Search the data for "grid". Return each matching line.

——

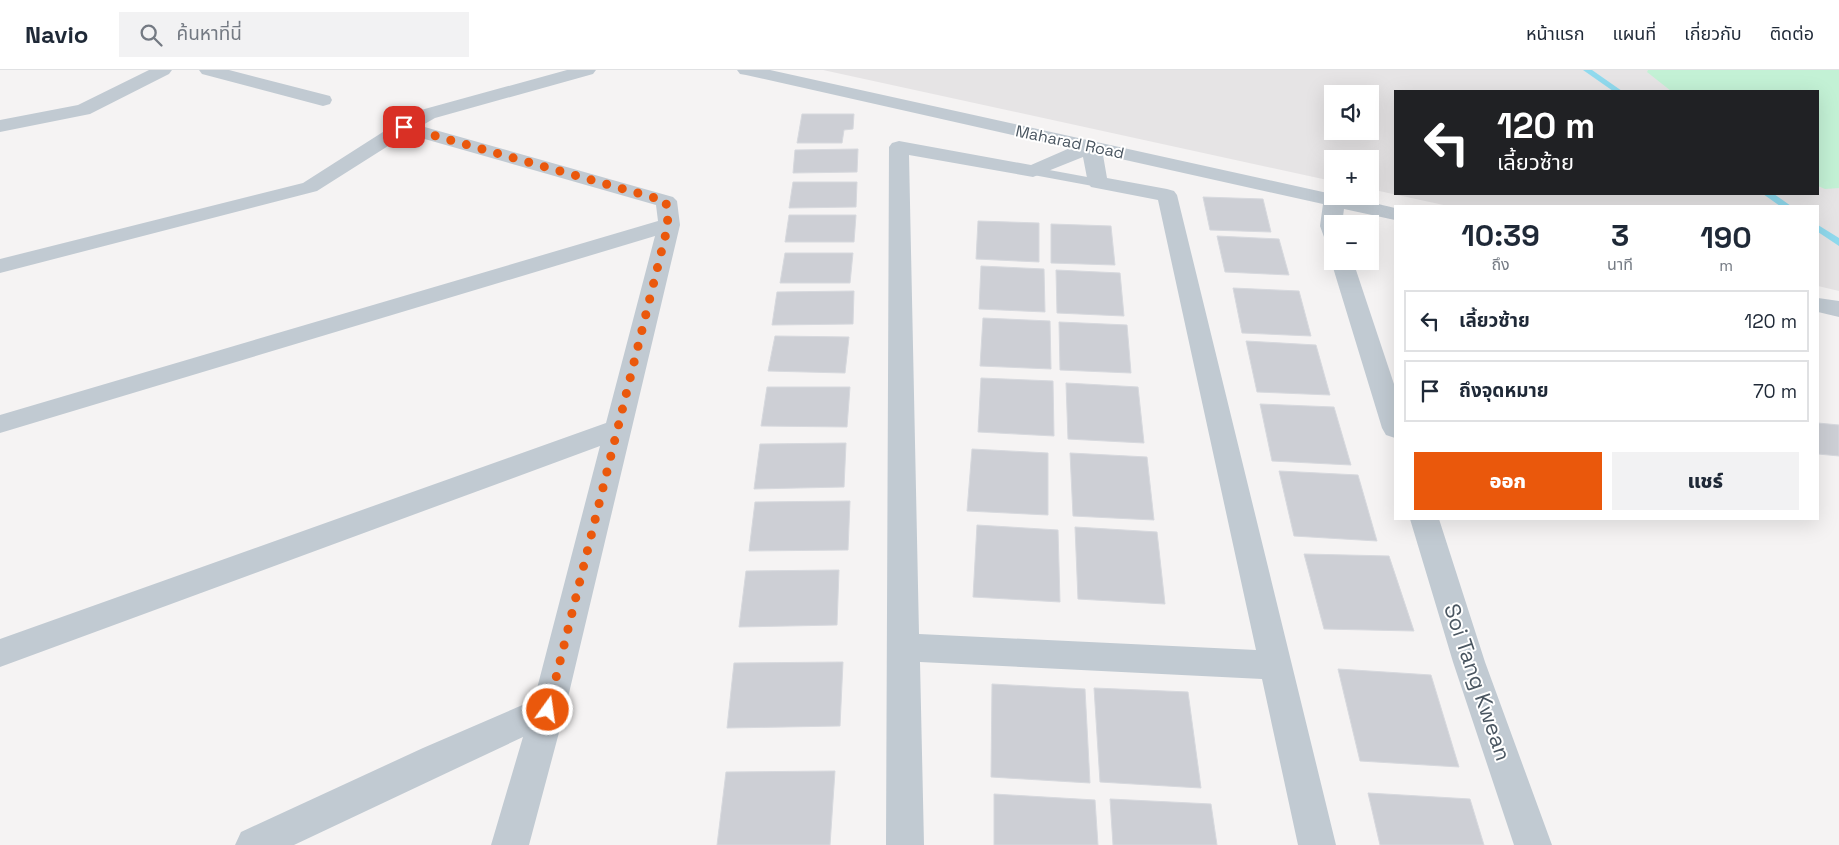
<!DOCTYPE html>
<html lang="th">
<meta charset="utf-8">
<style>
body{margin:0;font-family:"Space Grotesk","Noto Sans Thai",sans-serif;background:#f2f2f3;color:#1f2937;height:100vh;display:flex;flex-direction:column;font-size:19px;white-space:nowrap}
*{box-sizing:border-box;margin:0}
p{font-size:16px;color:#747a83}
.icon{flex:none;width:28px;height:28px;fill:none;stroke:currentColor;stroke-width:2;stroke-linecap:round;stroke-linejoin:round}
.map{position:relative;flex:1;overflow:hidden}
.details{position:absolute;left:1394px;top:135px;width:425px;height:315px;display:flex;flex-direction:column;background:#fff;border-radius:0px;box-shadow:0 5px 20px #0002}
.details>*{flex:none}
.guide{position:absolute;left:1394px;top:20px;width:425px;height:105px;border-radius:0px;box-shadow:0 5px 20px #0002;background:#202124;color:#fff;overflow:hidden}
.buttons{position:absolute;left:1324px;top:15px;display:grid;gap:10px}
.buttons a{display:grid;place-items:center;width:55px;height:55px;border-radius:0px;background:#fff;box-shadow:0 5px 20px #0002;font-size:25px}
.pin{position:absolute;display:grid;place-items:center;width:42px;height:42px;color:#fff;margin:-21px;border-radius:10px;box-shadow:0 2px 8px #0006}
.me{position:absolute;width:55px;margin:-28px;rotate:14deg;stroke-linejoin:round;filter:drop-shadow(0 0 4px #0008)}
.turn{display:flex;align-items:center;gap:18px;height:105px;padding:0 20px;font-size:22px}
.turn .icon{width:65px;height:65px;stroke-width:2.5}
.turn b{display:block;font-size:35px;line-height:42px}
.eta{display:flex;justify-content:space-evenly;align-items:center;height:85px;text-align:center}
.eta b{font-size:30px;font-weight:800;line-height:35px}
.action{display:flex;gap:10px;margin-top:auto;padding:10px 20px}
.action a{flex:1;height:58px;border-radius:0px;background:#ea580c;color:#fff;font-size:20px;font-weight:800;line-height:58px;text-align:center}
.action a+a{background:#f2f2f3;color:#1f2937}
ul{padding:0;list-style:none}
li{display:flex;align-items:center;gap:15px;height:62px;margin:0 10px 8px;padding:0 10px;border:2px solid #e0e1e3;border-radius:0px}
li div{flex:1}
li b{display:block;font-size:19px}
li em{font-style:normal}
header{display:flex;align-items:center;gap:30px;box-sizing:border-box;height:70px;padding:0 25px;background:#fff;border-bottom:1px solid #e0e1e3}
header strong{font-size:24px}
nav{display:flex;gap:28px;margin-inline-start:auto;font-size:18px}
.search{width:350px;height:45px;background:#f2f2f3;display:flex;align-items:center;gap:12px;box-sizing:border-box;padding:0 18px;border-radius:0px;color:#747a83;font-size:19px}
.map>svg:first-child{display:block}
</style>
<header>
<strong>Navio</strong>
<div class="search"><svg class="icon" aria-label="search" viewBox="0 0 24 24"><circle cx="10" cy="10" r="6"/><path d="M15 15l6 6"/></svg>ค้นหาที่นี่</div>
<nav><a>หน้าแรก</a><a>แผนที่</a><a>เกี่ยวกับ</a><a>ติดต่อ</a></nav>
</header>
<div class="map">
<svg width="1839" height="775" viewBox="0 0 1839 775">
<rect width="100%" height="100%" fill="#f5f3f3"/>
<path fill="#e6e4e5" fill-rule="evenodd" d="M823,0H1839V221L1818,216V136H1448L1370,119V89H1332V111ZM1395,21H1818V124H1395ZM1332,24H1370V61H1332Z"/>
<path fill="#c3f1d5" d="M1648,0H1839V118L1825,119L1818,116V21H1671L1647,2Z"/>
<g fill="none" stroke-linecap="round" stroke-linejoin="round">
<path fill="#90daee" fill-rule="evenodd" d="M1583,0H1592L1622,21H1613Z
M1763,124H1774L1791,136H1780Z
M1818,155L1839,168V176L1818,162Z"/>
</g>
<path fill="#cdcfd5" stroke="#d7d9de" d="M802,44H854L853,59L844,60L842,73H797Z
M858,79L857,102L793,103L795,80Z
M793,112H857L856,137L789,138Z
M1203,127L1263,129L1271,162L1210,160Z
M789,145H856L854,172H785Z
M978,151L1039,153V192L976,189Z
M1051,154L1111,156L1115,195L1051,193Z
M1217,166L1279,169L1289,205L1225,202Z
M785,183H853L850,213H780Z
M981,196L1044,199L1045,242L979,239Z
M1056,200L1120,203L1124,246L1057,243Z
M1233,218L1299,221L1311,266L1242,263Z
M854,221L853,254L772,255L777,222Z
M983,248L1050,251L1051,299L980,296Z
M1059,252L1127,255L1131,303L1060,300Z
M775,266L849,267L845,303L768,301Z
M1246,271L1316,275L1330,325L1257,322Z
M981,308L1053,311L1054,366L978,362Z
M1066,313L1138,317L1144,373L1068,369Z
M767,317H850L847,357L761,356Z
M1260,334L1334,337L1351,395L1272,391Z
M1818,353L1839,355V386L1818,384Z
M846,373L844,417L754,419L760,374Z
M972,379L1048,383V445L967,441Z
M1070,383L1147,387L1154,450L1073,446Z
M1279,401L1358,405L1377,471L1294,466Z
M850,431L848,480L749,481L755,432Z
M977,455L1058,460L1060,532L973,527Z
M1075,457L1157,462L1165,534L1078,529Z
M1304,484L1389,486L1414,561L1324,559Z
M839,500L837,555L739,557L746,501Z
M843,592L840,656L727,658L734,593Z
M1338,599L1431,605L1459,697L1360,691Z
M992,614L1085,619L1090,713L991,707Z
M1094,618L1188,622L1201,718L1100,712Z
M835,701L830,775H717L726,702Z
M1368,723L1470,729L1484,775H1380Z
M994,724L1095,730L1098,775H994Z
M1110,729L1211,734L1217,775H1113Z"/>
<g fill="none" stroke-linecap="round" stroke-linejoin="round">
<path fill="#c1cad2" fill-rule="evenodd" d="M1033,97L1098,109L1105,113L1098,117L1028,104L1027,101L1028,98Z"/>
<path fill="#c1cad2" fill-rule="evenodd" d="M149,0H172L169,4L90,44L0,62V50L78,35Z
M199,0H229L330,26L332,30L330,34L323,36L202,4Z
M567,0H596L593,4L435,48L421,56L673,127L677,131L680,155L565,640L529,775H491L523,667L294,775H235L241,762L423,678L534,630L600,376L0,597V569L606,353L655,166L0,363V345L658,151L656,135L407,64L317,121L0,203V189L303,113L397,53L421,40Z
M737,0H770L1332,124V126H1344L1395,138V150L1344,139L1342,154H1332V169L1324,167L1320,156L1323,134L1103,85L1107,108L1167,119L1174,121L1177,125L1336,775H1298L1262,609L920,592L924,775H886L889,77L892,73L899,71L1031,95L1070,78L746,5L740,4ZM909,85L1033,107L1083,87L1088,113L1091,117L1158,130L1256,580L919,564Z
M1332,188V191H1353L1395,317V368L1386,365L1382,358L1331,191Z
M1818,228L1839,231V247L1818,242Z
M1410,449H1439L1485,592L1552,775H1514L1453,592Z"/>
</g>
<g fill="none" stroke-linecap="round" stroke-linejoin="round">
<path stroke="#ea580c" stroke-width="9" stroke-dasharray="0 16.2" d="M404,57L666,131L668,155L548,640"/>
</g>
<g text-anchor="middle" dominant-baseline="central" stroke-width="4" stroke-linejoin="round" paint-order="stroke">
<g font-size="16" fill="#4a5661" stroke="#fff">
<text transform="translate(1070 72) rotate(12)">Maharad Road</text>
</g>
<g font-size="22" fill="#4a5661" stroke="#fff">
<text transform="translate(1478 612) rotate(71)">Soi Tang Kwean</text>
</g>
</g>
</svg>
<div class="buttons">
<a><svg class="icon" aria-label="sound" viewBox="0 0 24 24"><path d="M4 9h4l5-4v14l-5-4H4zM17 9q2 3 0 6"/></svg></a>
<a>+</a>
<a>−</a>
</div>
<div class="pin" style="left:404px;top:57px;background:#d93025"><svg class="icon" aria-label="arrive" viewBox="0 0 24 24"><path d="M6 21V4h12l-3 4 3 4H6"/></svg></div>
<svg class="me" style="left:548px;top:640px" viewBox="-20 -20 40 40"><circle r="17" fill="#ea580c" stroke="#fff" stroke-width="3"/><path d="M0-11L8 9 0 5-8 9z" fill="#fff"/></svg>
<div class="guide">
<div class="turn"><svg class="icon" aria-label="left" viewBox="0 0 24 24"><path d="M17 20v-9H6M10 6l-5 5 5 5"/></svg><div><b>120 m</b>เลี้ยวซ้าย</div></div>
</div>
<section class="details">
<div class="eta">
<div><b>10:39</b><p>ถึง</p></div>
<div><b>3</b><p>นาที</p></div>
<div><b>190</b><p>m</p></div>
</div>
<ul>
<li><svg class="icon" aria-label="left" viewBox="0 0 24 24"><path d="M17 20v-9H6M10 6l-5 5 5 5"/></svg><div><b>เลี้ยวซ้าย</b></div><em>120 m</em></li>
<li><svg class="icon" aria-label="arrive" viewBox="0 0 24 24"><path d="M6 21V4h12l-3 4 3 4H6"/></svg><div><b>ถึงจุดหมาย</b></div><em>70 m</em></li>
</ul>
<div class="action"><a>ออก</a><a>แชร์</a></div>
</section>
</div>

——

**Task solution**
.buttons{position:absolute;left:1324px;top:15px;display:grid;gap:10px}
.buttons a{display:grid;place-items:center;width:55px;height:55px;border-radius:0px;background:#fff;box-shadow:0 5px 20px #0002;font-size:25px}
.pin{position:absolute;display:grid;place-items:center;width:42px;height:42px;color:#fff;margin:-21px;border-radius:10px;box-shadow:0 2px 8px #0006}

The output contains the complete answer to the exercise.